### Work task
Copy out all of the data below with no alterations.

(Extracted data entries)
━━━━━━━━━━━━━━━━━━━━━━━━━━━━━━
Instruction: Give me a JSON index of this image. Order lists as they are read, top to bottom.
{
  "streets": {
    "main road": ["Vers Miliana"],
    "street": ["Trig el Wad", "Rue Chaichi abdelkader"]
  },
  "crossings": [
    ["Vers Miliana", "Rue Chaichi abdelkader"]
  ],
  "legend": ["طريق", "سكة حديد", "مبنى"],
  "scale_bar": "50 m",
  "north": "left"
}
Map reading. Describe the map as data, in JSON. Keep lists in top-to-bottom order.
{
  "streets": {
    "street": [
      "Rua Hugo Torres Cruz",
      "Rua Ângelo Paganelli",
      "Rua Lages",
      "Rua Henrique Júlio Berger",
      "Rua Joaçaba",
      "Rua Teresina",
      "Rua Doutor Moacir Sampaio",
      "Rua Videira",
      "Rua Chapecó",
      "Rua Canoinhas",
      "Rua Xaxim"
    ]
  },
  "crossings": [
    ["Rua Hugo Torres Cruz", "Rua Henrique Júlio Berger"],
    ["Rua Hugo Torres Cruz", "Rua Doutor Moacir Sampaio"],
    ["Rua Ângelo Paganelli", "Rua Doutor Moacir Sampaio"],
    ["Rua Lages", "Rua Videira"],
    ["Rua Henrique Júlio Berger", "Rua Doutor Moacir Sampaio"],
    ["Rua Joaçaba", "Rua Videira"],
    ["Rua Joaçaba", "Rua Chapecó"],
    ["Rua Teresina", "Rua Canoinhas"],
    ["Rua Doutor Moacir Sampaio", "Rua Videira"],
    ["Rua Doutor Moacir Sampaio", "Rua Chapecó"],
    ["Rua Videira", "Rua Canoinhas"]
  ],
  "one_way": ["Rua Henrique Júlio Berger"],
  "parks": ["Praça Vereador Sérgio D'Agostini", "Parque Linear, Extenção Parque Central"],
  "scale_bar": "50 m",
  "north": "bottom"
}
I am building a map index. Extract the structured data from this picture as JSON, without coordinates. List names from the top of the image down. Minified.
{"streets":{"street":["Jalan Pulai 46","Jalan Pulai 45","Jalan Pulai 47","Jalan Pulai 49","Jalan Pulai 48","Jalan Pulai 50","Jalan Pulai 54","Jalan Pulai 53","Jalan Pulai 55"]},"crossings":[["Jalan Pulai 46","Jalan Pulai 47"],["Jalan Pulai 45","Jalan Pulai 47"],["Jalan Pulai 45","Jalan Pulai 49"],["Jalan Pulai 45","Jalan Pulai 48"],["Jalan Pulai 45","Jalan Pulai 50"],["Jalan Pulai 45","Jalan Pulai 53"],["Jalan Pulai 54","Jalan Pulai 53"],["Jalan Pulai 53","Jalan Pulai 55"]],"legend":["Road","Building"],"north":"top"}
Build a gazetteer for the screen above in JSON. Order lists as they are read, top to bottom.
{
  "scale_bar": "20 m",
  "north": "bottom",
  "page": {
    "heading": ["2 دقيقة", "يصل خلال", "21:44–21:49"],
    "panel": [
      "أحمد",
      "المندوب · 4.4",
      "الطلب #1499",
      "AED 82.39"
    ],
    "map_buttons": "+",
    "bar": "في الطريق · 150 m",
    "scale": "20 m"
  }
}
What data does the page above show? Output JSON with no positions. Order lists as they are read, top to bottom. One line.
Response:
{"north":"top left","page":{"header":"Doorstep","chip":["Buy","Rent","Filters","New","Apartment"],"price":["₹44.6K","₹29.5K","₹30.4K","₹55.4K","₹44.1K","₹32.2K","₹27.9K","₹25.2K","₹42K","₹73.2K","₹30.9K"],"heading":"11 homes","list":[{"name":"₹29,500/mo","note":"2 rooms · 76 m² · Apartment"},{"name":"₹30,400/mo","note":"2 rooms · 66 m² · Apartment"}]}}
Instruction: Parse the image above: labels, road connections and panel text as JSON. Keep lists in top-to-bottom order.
━━━━━━━━━━━━━━━━━━━━━━━━━━━━━━
### Final answer
Instruction: Give me a JSON index of this image. Order lists as they are read, top to bottom.
{
  "streets": {
    "main road": ["Vers Miliana"],
    "street": ["Trig el Wad", "Rue Chaichi abdelkader"]
  },
  "crossings": [
    ["Vers Miliana", "Rue Chaichi abdelkader"]
  ],
  "legend": ["طريق", "سكة حديد", "مبنى"],
  "scale_bar": "50 m",
  "north": "left"
}
Map reading. Describe the map as data, in JSON. Keep lists in top-to-bottom order.
{
  "streets": {
    "street": [
      "Rua Hugo Torres Cruz",
      "Rua Ângelo Paganelli",
      "Rua Lages",
      "Rua Henrique Júlio Berger",
      "Rua Joaçaba",
      "Rua Teresina",
      "Rua Doutor Moacir Sampaio",
      "Rua Videira",
      "Rua Chapecó",
      "Rua Canoinhas",
      "Rua Xaxim"
    ]
  },
  "crossings": [
    ["Rua Hugo Torres Cruz", "Rua Henrique Júlio Berger"],
    ["Rua Hugo Torres Cruz", "Rua Doutor Moacir Sampaio"],
    ["Rua Ângelo Paganelli", "Rua Doutor Moacir Sampaio"],
    ["Rua Lages", "Rua Videira"],
    ["Rua Henrique Júlio Berger", "Rua Doutor Moacir Sampaio"],
    ["Rua Joaçaba", "Rua Videira"],
    ["Rua Joaçaba", "Rua Chapecó"],
    ["Rua Teresina", "Rua Canoinhas"],
    ["Rua Doutor Moacir Sampaio", "Rua Videira"],
    ["Rua Doutor Moacir Sampaio", "Rua Chapecó"],
    ["Rua Videira", "Rua Canoinhas"]
  ],
  "one_way": ["Rua Henrique Júlio Berger"],
  "parks": ["Praça Vereador Sérgio D'Agostini", "Parque Linear, Extenção Parque Central"],
  "scale_bar": "50 m",
  "north": "bottom"
}
I am building a map index. Extract the structured data from this picture as JSON, without coordinates. List names from the top of the image down. Minified.
{"streets":{"street":["Jalan Pulai 46","Jalan Pulai 45","Jalan Pulai 47","Jalan Pulai 49","Jalan Pulai 48","Jalan Pulai 50","Jalan Pulai 54","Jalan Pulai 53","Jalan Pulai 55"]},"crossings":[["Jalan Pulai 46","Jalan Pulai 47"],["Jalan Pulai 45","Jalan Pulai 47"],["Jalan Pulai 45","Jalan Pulai 49"],["Jalan Pulai 45","Jalan Pulai 48"],["Jalan Pulai 45","Jalan Pulai 50"],["Jalan Pulai 45","Jalan Pulai 53"],["Jalan Pulai 54","Jalan Pulai 53"],["Jalan Pulai 53","Jalan Pulai 55"]],"legend":["Road","Building"],"north":"top"}
Build a gazetteer for the screen above in JSON. Order lists as they are read, top to bottom.
{
  "scale_bar": "20 m",
  "north": "bottom",
  "page": {
    "heading": ["2 دقيقة", "يصل خلال", "21:44–21:49"],
    "panel": [
      "أحمد",
      "المندوب · 4.4",
      "الطلب #1499",
      "AED 82.39"
    ],
    "map_buttons": "+",
    "bar": "في الطريق · 150 m",
    "scale": "20 m"
  }
}
What data does the page above show? Output JSON with no positions. Order lists as they are read, top to bottom. One line.
Response:
{"north":"top left","page":{"header":"Doorstep","chip":["Buy","Rent","Filters","New","Apartment"],"price":["₹44.6K","₹29.5K","₹30.4K","₹55.4K","₹44.1K","₹32.2K","₹27.9K","₹25.2K","₹42K","₹73.2K","₹30.9K"],"heading":"11 homes","list":[{"name":"₹29,500/mo","note":"2 rooms · 76 m² · Apartment"},{"name":"₹30,400/mo","note":"2 rooms · 66 m² · Apartment"}]}}
Instruction: Parse the image above: labels, road connections and panel text as JSON. Keep lists in top-to-bottom order.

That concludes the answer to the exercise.